(Assignment):
Your task is to restate every entry below word for word and omit the images.

(Available records):
_ _ _ _ _
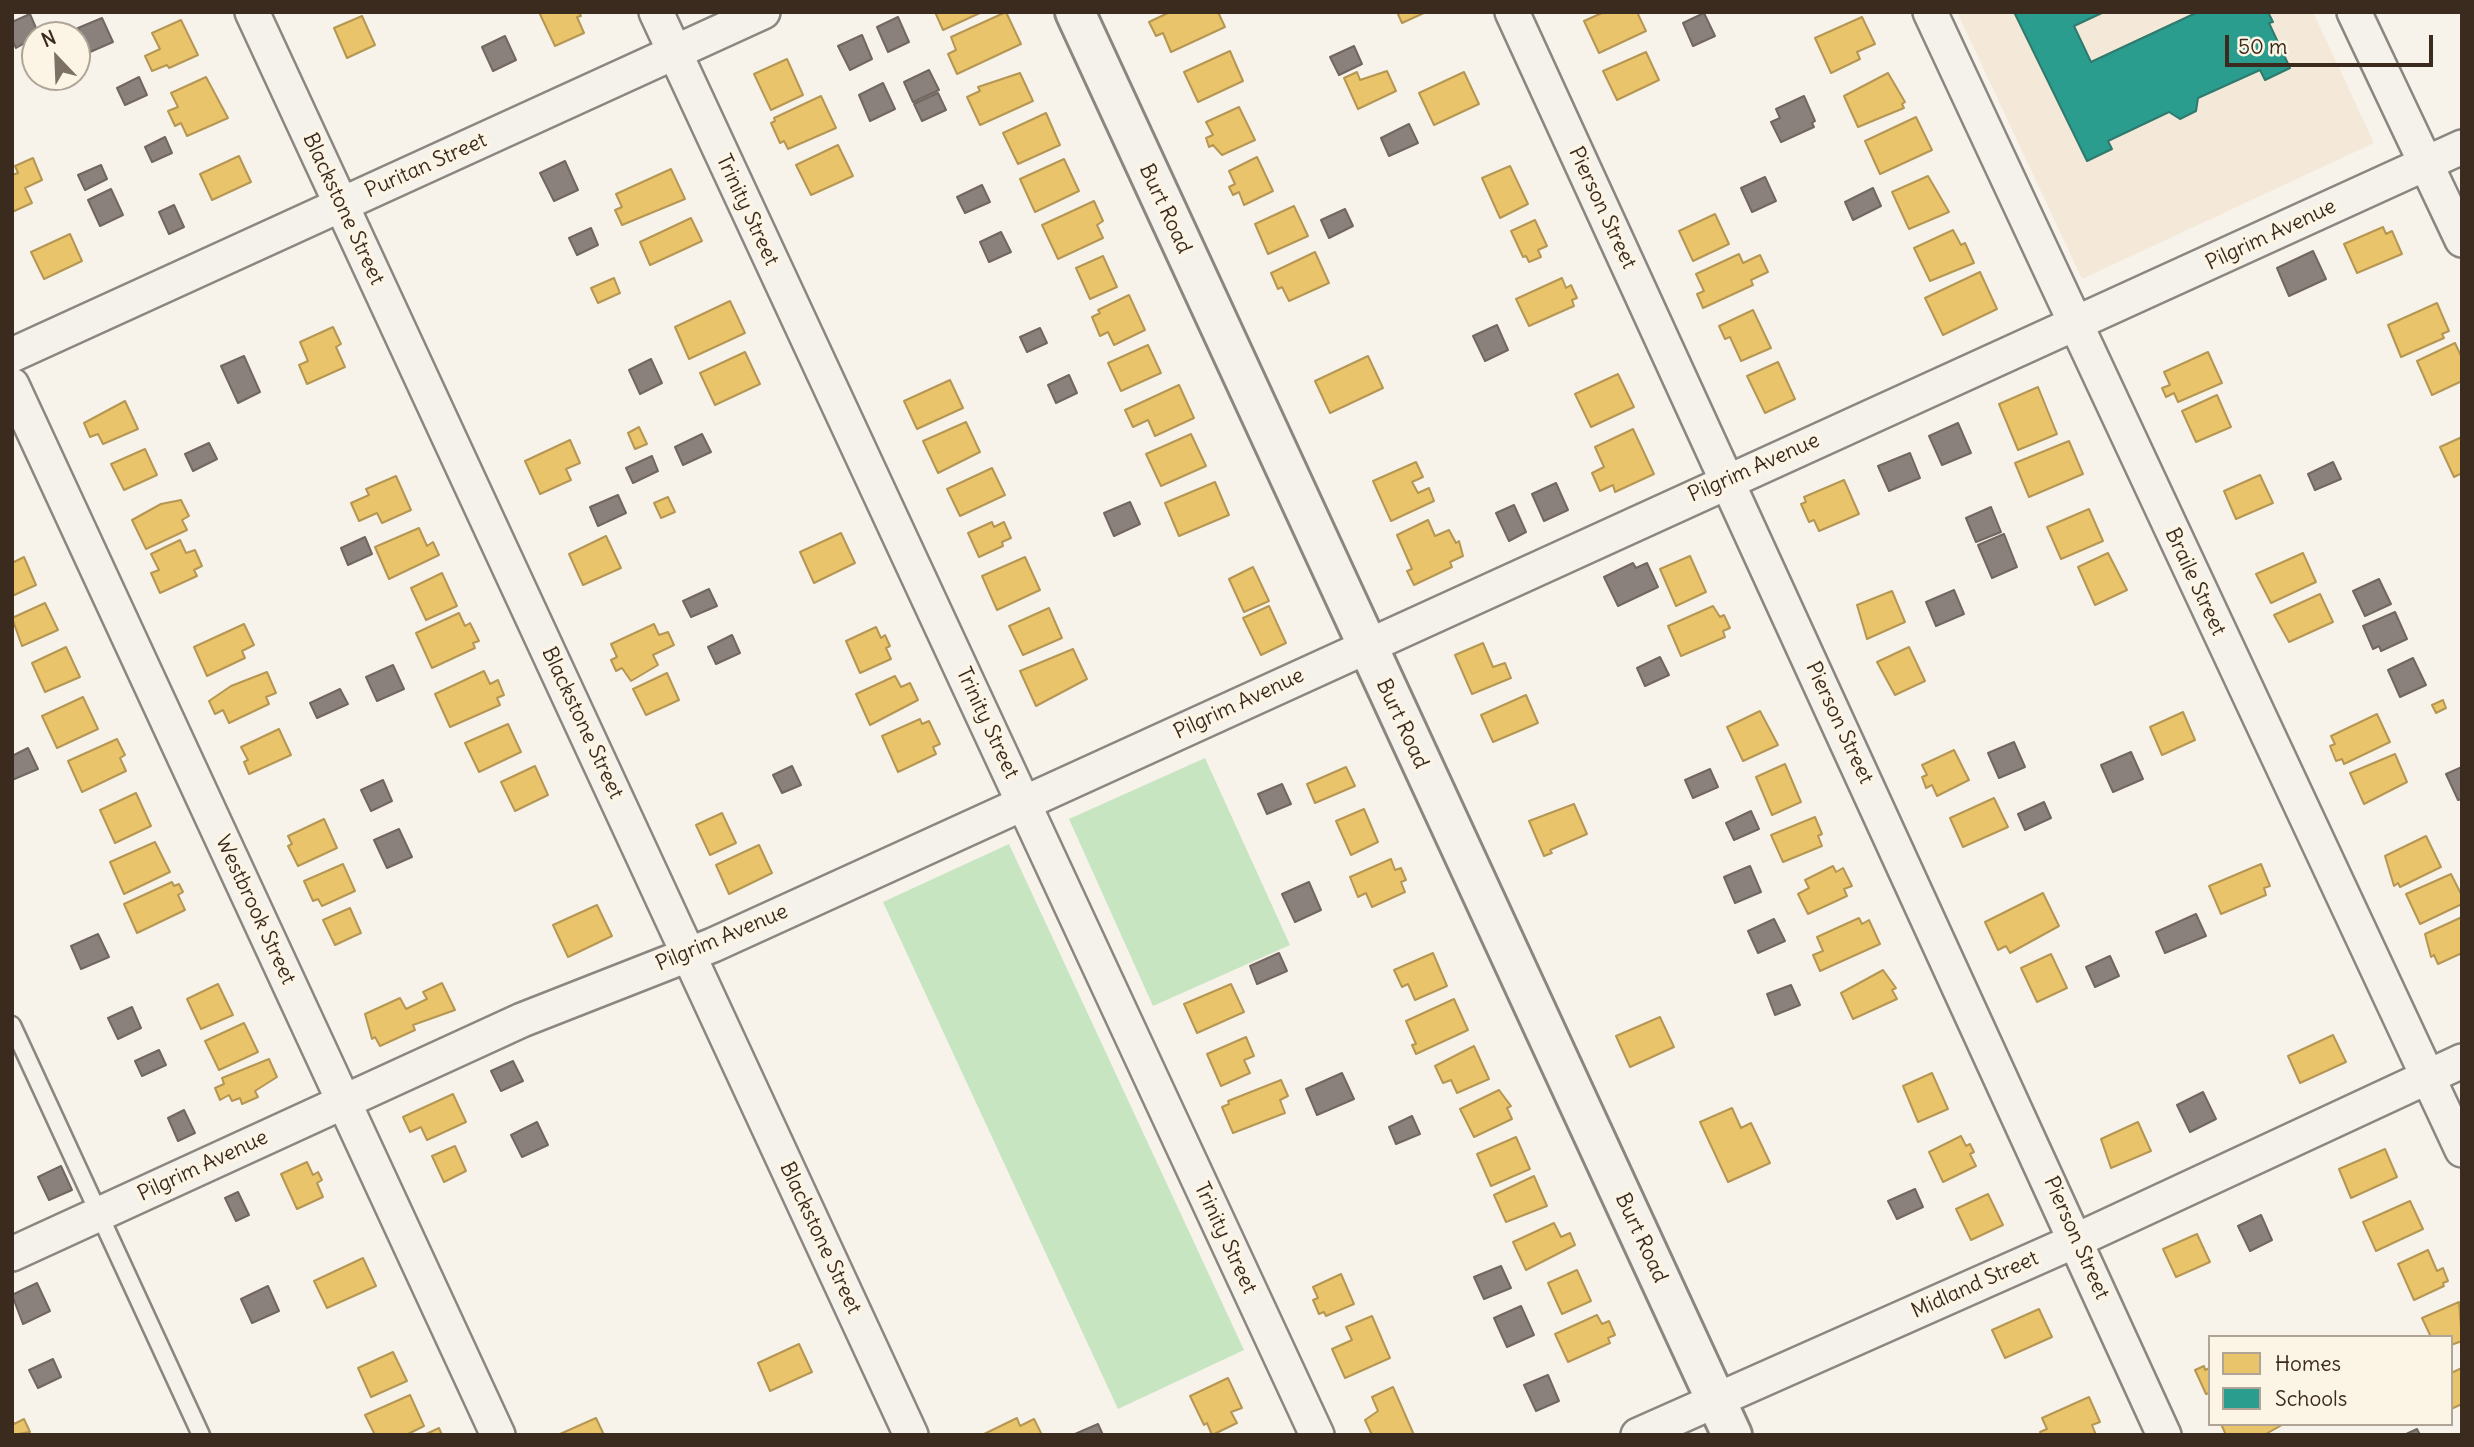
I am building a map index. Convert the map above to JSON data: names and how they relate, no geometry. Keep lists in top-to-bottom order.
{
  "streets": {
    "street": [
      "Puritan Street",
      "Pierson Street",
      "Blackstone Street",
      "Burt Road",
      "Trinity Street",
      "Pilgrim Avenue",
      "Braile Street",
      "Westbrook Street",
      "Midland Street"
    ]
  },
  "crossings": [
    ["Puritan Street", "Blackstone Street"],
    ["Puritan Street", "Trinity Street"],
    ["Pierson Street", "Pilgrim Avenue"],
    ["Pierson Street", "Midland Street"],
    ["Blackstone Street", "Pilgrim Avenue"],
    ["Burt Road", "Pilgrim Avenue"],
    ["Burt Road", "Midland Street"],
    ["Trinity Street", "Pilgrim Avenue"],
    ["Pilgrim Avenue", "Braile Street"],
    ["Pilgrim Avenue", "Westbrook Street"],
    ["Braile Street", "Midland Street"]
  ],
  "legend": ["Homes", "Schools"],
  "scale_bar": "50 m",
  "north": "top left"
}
_ _ _ _ _
(Exercise solution):
I am building a map index. Convert the map above to JSON data: names and how they relate, no geometry. Keep lists in top-to-bottom order.
{
  "streets": {
    "street": [
      "Puritan Street",
      "Pierson Street",
      "Blackstone Street",
      "Burt Road",
      "Trinity Street",
      "Pilgrim Avenue",
      "Braile Street",
      "Westbrook Street",
      "Midland Street"
    ]
  },
  "crossings": [
    ["Puritan Street", "Blackstone Street"],
    ["Puritan Street", "Trinity Street"],
    ["Pierson Street", "Pilgrim Avenue"],
    ["Pierson Street", "Midland Street"],
    ["Blackstone Street", "Pilgrim Avenue"],
    ["Burt Road", "Pilgrim Avenue"],
    ["Burt Road", "Midland Street"],
    ["Trinity Street", "Pilgrim Avenue"],
    ["Pilgrim Avenue", "Braile Street"],
    ["Pilgrim Avenue", "Westbrook Street"],
    ["Braile Street", "Midland Street"]
  ],
  "legend": ["Homes", "Schools"],
  "scale_bar": "50 m",
  "north": "top left"
}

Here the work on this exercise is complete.